**EXERCISE DESCRIPTION:**
Where a line below includes the word "tools", copy that line.

**MATERIAL FOR THIS TASK:**
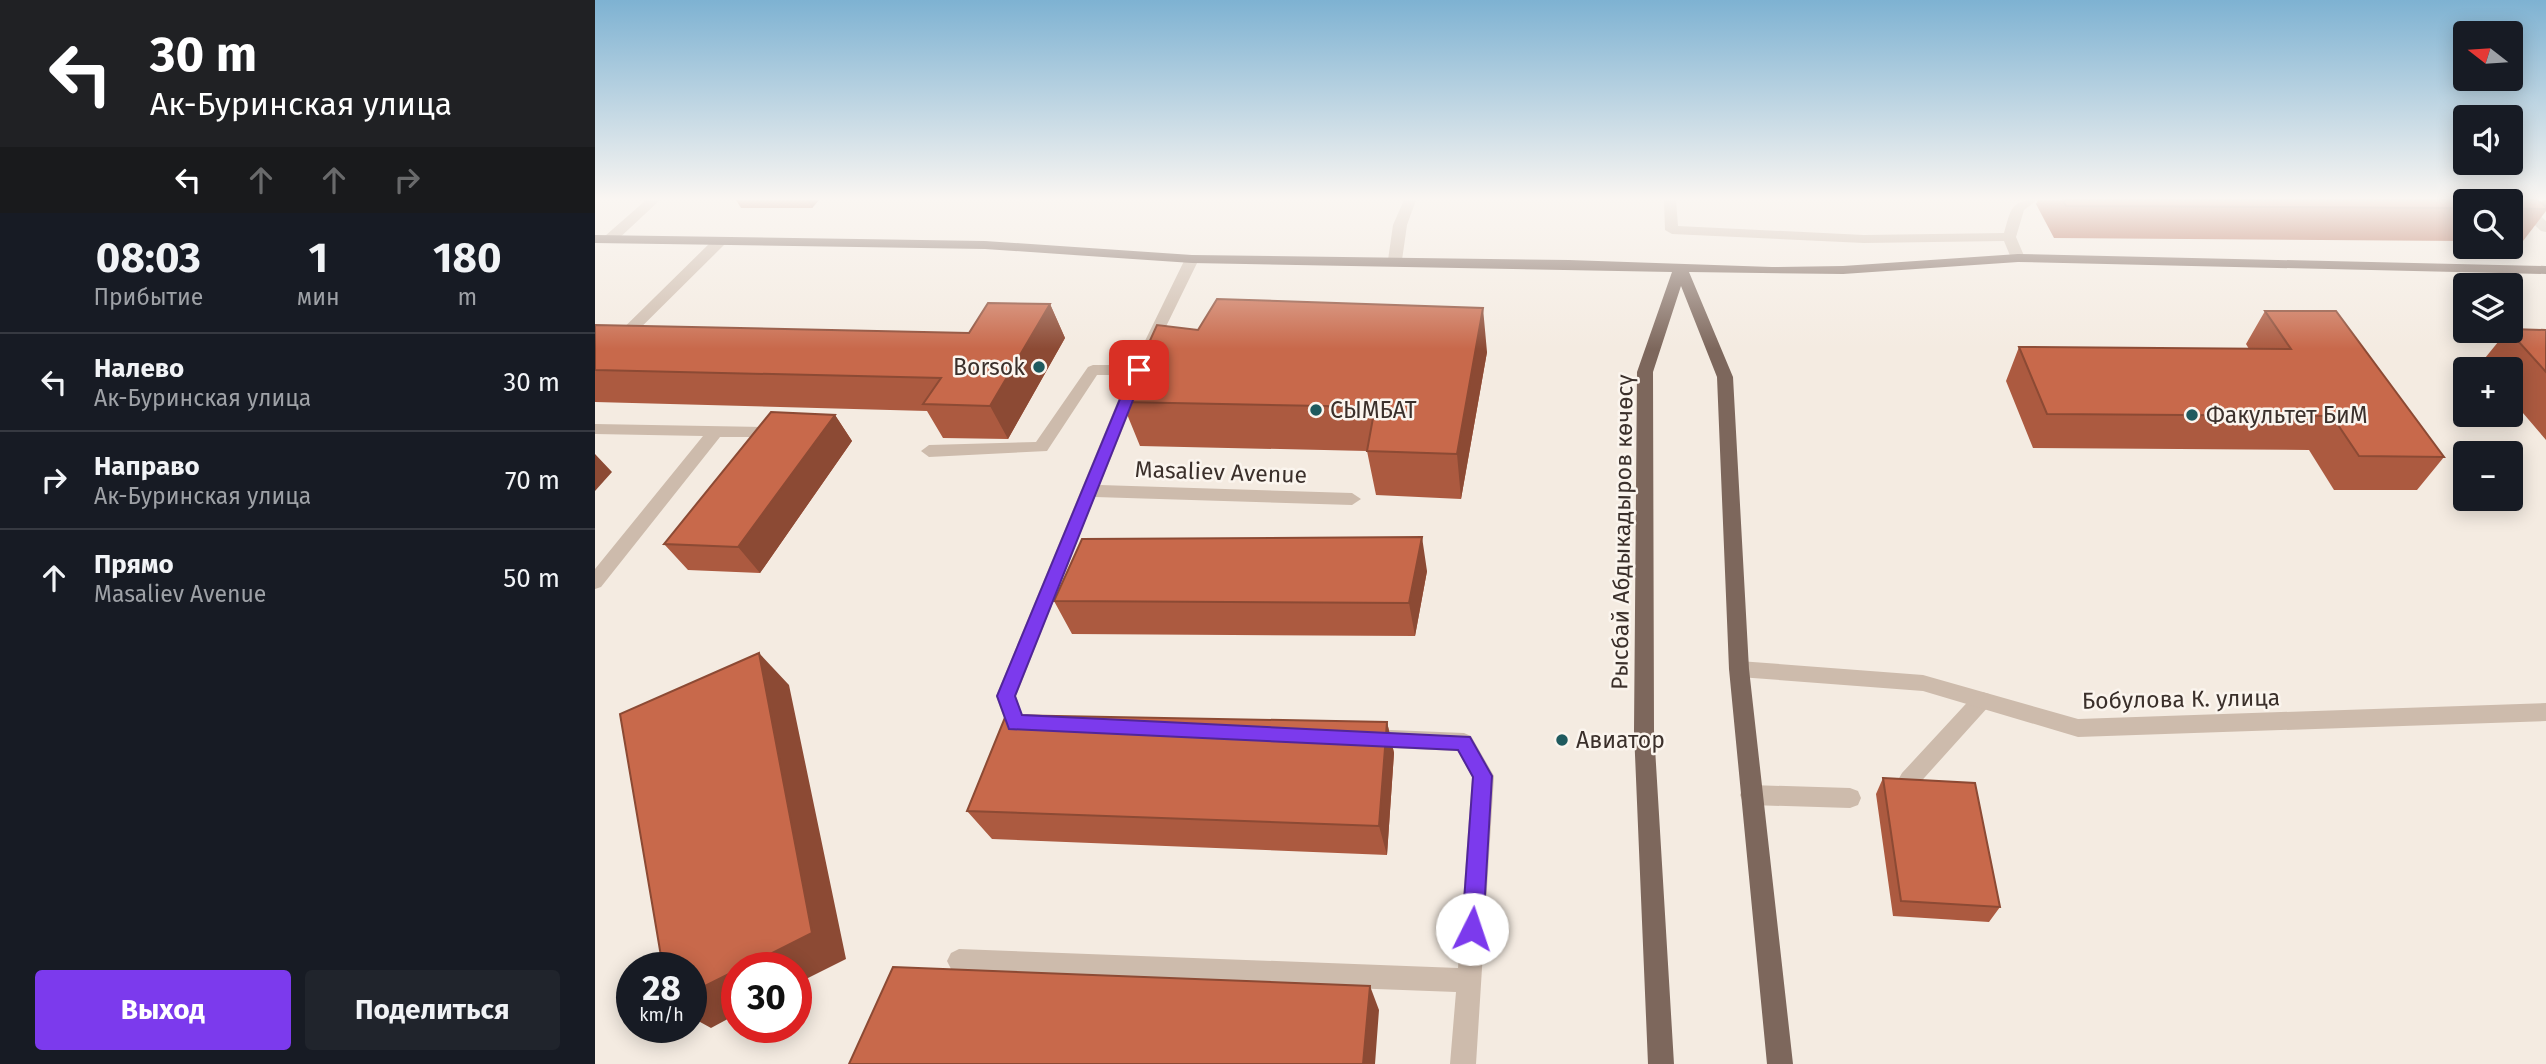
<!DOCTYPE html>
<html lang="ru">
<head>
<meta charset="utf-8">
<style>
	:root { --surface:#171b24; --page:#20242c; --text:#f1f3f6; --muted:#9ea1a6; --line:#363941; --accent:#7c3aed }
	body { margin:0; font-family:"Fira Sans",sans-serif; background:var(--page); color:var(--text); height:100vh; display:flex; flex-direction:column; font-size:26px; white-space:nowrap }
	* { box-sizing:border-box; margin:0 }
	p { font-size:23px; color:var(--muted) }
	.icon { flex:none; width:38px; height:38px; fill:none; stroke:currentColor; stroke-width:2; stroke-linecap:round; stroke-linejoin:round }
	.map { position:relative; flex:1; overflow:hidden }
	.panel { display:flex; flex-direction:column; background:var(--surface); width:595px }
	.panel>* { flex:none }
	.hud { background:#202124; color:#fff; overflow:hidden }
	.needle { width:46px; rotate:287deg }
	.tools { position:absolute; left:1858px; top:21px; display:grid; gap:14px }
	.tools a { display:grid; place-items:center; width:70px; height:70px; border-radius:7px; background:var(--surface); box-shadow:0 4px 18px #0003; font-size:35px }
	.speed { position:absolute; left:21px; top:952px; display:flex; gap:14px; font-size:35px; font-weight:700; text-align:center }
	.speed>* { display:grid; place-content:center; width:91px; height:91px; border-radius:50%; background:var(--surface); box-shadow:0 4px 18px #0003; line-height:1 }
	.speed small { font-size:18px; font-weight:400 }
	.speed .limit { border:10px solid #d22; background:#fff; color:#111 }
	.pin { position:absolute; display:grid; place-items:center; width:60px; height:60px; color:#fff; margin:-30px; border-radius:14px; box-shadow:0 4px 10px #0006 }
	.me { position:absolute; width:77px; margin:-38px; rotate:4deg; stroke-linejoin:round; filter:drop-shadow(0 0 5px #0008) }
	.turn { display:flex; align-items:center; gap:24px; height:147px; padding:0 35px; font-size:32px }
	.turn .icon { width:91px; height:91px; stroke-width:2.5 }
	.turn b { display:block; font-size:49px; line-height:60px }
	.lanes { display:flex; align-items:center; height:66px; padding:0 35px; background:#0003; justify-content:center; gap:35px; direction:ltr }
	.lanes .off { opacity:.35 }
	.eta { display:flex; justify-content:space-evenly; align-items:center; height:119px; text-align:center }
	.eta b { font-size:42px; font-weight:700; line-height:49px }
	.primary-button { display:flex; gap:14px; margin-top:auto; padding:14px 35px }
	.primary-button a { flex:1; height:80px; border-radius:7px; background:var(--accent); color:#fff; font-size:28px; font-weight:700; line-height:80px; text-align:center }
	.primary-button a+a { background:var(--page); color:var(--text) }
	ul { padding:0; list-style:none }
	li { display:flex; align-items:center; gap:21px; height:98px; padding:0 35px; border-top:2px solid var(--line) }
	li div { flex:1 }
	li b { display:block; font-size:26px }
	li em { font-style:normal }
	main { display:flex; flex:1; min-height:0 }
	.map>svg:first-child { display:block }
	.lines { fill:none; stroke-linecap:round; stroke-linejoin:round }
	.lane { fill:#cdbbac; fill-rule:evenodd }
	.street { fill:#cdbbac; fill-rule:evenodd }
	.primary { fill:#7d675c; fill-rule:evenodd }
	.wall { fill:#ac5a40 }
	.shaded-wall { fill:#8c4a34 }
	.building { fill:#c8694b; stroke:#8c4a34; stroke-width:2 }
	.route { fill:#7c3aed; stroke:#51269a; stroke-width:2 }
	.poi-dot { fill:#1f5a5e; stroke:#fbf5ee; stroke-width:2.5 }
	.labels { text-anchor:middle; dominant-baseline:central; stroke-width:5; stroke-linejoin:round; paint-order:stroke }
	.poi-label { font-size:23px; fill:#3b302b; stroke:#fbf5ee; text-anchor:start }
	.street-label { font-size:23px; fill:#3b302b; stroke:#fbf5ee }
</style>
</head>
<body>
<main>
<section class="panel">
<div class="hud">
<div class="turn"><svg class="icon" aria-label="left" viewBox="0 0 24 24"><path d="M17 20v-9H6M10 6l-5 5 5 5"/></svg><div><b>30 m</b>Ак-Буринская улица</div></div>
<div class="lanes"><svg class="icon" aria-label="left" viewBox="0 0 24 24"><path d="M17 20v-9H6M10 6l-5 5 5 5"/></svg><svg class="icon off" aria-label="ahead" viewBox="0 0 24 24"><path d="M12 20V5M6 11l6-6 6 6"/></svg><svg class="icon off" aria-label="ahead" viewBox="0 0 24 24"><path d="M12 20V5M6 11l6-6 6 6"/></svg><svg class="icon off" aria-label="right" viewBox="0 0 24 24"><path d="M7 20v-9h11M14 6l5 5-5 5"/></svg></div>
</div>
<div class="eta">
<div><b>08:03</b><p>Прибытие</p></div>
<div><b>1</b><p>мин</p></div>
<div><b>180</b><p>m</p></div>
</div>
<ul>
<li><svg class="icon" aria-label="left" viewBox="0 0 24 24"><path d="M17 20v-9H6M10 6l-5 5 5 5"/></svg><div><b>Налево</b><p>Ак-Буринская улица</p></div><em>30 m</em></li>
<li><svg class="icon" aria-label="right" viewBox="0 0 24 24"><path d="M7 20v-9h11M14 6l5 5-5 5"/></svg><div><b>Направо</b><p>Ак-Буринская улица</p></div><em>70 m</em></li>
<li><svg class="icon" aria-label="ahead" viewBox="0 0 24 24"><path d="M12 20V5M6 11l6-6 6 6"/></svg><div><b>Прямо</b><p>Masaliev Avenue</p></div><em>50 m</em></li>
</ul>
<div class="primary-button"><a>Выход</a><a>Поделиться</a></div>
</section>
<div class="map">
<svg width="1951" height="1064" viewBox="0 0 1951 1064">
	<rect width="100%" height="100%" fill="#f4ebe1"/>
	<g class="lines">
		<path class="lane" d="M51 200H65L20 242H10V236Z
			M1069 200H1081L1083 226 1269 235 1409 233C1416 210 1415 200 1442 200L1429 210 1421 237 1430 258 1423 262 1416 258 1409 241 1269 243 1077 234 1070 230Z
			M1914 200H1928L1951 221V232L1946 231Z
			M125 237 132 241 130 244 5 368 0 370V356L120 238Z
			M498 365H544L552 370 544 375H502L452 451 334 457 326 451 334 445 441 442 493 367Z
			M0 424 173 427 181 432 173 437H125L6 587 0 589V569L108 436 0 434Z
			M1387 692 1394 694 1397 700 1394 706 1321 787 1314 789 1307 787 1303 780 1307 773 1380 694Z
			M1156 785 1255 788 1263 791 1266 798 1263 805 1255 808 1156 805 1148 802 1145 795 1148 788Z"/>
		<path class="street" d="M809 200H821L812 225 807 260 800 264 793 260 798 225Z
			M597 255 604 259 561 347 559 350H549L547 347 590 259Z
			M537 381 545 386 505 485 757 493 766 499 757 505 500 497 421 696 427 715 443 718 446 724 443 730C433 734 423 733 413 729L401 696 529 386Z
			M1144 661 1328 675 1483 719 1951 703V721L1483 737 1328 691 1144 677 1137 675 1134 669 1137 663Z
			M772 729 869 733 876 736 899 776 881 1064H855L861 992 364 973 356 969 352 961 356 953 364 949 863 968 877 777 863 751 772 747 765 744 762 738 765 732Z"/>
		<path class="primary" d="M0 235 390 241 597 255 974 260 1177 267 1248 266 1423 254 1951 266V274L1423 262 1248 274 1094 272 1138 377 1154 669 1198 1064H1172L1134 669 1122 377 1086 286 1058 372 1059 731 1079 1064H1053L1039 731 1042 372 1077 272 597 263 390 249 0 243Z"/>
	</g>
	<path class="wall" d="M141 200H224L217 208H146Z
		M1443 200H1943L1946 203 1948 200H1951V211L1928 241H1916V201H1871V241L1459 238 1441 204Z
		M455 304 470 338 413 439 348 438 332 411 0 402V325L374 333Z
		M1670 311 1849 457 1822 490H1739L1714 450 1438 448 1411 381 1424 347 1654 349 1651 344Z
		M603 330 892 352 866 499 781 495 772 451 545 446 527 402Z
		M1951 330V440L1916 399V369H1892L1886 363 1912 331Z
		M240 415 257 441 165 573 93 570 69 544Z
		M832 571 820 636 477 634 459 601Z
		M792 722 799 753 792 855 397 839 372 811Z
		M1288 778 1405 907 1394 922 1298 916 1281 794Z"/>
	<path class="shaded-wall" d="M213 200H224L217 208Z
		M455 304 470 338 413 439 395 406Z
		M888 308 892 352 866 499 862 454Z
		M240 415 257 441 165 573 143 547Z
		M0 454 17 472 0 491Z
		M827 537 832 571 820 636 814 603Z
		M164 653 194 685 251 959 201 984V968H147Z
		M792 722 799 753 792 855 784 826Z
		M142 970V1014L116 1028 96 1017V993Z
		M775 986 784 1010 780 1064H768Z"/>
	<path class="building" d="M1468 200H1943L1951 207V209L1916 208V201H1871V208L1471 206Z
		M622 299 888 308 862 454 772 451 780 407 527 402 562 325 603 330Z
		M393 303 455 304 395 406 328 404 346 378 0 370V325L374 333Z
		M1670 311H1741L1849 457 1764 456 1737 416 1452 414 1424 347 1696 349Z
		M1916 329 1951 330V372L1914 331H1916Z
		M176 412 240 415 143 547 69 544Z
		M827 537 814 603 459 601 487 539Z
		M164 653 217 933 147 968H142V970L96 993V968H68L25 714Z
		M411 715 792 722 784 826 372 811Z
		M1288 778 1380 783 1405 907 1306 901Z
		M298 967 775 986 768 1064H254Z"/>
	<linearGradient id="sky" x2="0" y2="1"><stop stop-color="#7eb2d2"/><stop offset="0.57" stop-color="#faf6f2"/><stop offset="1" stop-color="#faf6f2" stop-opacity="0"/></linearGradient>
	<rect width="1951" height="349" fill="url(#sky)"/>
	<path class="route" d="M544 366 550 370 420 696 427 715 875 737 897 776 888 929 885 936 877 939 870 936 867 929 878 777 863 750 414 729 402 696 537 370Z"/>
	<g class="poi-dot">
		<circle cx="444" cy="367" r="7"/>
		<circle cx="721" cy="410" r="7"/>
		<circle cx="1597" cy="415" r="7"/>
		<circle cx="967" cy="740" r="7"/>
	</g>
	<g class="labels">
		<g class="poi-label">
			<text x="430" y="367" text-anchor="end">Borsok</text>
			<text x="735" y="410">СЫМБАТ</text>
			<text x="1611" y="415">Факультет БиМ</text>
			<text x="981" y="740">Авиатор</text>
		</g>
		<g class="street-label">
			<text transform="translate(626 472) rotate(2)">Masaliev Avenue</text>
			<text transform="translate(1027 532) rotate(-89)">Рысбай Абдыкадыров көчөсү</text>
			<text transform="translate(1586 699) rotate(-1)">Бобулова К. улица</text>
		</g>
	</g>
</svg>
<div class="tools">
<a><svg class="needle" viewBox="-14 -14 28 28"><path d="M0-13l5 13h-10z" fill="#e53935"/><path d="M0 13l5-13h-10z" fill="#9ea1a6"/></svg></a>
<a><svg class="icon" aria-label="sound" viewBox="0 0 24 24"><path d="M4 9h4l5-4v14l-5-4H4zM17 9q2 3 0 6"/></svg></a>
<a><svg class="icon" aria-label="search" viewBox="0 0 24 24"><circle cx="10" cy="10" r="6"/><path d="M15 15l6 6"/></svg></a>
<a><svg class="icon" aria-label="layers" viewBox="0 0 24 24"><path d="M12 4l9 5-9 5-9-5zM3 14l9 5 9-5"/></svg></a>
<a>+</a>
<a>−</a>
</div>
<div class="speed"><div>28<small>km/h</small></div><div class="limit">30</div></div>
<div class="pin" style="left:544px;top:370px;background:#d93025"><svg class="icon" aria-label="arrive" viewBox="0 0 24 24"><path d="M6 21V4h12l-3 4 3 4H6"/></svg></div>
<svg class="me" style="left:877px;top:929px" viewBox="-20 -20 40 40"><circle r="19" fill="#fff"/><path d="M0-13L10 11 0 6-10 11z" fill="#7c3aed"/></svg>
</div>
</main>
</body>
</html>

**EXPECTED OUTPUT:**
	.tools { position:absolute; left:1858px; top:21px; display:grid; gap:14px }
	.tools a { display:grid; place-items:center; width:70px; height:70px; border-radius:7px; background:var(--surface); box-shadow:0 4px 18px #0003; font-size:35px }
<div class="tools">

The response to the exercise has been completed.